Technical requirements for issuers

In order to support Click to Pay, issuers need to enable the so-called Push provisioning. This generic capability enables cardholders to “push” a token from the issuer experience into the corresponding SRC Systems. Issuers must be enrolled in the Schemes Tokenization Systems (e.g. MDES from Mastercard, VTS from VISA) to activate payment cards to receive token requests from the SRC Systems. In addition, issuers must perform strong cardholder authentication prior to initiating push provisioning and not request additional cardholder authentication during push provisioning itself.

Roles and responsibilities

digital shopping

For Click to Pay there the following three roles can described:

Digital shopping application:

  • The Click to Pay SDK enables an easy and seamless integration of Click to Pay into any Digital Shopping Applications
  • The Click to Pay Server is integrated with various payment scheme SRC systems
  • The Click to Pay Server manages the payload between merchant checkout, SRC system and Payment Service Provider
  • The Click to Pay Server provides a unified a seamless backend integration layer for PSPs and Payment Gateways

Scheme:

  • The SRC System performs the tokenization of the PAN (card number) entered by the cardholder, stores the digital cards and other (meta) data, such as consumer profile data (address, phone number), registration and configuration data and orchestrates the interactions of the other SRC participants in the purchase process.
  • The DCF component (Digital Card Facilitator) finds the corresponding card art, card descriptor, and address and then renders the UX of confirming the chosen digital card.

Bank / card issuer:

  • Easy and seamless integration into Wallet Apps or via App SDK or Web SDK
  • Support for pre-enrollment of new generated cards (issuer backend integration)
  • States the type of authentication method to be used for the assurance requirements
  • Enables Click to Pay to find the card art,
    card meta data and cardholder’s data

Integrated with various payment scheme SRC systems

Banks & Click to Pay?

Banks, willing to enable Click-to-pay to their cardholders will need to interface to their card schemes Token Service Platform (the same way as in Apple Pay service for example, requiring the digitization and tokenization of a payment card). The issuer has the ability to initiate the digital card enrolment (stored in the Click-to-pay wallet), proposing a “push provisioning” journey from the banking mobile application.

SRC will expectedly provide more security and convenience to cardholders, and avoiding abandonment. Click-to-pay is compatible with EMV® 3-D Secure, bringing additional security to the online payment process.
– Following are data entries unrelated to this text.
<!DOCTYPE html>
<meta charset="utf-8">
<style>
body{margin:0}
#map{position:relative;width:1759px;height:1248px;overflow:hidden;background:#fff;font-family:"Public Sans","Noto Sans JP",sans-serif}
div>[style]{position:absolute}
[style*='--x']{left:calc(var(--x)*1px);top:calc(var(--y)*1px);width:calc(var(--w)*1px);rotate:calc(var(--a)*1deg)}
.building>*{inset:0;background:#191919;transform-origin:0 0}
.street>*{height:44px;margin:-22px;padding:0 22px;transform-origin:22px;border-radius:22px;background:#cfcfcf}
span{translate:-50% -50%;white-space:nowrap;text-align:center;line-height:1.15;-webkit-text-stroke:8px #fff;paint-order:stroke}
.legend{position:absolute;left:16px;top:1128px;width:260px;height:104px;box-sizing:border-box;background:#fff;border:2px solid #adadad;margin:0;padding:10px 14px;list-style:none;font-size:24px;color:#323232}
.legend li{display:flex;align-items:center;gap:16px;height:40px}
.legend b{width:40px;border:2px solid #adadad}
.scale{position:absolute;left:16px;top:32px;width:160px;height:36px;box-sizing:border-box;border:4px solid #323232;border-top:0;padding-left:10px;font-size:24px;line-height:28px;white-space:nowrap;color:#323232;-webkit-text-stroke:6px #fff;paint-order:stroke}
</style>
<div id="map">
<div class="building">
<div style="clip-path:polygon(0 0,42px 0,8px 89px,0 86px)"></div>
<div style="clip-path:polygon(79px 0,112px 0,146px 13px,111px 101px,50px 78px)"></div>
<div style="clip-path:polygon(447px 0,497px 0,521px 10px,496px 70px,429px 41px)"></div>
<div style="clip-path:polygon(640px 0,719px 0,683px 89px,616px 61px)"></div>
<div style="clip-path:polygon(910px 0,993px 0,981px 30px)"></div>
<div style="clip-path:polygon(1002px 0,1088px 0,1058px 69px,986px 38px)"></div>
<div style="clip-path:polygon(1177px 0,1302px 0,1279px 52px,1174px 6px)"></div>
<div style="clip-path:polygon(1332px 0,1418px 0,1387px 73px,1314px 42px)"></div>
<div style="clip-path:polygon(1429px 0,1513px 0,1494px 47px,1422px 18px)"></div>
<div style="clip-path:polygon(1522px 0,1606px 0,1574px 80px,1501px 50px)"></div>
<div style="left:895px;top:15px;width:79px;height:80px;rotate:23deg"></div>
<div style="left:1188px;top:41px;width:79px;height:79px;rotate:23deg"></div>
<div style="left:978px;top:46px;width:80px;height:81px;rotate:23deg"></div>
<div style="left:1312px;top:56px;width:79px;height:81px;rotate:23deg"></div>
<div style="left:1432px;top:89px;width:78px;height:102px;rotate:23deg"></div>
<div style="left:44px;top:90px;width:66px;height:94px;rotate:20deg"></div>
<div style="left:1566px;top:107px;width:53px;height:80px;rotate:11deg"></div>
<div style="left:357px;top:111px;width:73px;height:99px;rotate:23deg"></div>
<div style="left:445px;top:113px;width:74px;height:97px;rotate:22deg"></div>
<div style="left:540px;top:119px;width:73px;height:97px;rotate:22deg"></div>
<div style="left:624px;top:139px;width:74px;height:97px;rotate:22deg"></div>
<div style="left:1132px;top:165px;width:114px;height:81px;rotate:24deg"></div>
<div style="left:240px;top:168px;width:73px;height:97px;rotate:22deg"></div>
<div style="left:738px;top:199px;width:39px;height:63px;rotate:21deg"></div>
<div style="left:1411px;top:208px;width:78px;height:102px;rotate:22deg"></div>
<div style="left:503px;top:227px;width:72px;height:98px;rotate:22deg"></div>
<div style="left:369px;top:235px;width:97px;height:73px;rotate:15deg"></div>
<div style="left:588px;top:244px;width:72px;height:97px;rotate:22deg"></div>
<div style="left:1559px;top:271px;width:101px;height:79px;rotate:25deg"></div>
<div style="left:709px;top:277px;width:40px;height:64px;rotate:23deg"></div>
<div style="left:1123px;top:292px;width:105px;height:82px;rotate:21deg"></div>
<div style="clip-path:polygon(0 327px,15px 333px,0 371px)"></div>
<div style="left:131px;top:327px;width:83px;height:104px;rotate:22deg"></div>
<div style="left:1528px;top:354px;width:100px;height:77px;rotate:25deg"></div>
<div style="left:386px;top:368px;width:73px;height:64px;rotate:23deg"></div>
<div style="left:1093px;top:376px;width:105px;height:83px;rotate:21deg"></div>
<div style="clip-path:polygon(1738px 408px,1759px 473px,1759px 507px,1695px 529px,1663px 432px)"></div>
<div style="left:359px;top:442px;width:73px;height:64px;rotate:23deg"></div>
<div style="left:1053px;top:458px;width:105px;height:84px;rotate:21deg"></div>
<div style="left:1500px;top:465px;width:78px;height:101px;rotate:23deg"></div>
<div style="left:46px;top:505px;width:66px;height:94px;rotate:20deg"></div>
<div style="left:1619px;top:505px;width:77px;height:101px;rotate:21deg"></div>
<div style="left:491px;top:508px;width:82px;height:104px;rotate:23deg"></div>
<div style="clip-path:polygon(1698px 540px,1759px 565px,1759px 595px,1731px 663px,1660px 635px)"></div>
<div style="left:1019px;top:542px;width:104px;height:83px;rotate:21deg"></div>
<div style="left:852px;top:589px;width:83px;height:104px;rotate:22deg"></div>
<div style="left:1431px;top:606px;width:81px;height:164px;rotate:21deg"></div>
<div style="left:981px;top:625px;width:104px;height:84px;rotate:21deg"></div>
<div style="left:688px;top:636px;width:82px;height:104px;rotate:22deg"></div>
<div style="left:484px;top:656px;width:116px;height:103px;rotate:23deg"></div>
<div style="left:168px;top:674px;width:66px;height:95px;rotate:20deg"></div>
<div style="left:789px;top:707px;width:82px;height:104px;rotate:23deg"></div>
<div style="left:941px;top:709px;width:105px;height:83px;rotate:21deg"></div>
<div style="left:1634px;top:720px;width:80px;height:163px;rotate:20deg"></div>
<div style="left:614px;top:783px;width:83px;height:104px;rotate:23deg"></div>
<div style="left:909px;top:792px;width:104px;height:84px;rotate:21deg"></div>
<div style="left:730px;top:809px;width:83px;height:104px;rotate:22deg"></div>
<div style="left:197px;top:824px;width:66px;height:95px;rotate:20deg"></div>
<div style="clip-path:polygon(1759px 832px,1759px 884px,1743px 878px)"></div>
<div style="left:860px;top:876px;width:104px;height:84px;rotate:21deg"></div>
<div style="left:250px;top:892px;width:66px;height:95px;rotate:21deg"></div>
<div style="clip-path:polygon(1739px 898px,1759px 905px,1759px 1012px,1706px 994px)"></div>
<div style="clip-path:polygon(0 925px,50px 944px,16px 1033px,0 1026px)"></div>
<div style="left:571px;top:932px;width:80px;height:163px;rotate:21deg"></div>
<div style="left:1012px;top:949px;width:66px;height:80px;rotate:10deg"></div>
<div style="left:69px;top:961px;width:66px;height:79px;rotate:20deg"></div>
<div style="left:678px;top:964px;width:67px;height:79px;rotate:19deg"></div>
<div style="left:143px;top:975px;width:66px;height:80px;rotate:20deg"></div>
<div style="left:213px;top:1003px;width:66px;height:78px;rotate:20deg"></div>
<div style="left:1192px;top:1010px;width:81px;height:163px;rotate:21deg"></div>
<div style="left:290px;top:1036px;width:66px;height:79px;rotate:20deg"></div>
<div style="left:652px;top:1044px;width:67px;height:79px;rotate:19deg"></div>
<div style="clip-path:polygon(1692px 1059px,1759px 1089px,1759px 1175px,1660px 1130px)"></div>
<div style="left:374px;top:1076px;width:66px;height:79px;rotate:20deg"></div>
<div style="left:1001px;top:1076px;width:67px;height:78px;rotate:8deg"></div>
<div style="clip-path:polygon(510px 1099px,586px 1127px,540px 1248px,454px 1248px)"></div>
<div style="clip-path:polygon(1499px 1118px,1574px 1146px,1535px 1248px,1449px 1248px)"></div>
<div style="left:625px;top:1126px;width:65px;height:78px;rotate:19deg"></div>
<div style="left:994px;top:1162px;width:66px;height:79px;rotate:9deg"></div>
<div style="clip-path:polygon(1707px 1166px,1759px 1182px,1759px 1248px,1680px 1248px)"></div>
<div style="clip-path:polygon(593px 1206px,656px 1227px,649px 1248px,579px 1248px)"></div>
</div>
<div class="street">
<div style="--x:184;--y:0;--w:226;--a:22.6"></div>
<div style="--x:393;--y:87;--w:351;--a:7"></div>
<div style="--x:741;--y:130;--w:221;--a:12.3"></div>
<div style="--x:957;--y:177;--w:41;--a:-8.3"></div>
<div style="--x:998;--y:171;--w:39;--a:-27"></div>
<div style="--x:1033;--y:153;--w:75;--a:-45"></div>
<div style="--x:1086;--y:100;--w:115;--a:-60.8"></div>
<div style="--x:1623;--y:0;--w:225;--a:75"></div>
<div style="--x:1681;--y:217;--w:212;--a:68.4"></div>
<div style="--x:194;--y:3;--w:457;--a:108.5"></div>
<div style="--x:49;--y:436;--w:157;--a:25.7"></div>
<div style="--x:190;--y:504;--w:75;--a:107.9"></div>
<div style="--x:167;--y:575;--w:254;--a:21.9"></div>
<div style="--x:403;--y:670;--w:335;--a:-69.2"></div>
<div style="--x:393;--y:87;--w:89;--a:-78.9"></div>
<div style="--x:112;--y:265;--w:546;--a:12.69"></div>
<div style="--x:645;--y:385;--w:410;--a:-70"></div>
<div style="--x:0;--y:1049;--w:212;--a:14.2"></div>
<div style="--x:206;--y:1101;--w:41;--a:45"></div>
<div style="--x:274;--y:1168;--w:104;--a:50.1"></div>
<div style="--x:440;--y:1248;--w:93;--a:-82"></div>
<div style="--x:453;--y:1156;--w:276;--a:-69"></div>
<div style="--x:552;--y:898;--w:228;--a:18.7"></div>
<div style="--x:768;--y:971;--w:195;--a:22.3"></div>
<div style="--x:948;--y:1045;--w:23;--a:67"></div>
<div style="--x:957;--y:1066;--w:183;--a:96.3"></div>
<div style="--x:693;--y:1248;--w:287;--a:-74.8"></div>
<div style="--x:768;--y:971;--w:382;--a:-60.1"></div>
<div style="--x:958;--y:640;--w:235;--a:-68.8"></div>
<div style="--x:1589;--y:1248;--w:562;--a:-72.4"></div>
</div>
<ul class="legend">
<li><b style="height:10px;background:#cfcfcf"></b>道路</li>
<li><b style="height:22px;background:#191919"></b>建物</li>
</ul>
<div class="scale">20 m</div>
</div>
As of now, co-badging has not been taken into account yet in the SRC specification, which could raise questions from banks that are issuing co-badge cards.

Benefits for merchants?

Proposing Click-to-pay for a merchant will probably be a tradeoff between the benefit of leveraging a user profile already enrolled in click-to-pay system and the potential threat of losing consumer’s data (shipping address, contact details). The Click-to-pay icon integration by an e-commerce website in its already overloaded payment checkout page will presumably be a matter of concern, as e-retailers are always looking for the smoothest experience and SRC hasn’t proved to be entirely frictionless, in spite of what card schemes claim.

SRC, in spite of strong push marketing from stakeholders, will only be a commercial success if consumers find it relevant, the same way as contactless gained significant traction during the pandemic. In the battle of payment method, SRC has already some identified enemies: payment initiation, instant payment outside of traditional card rails.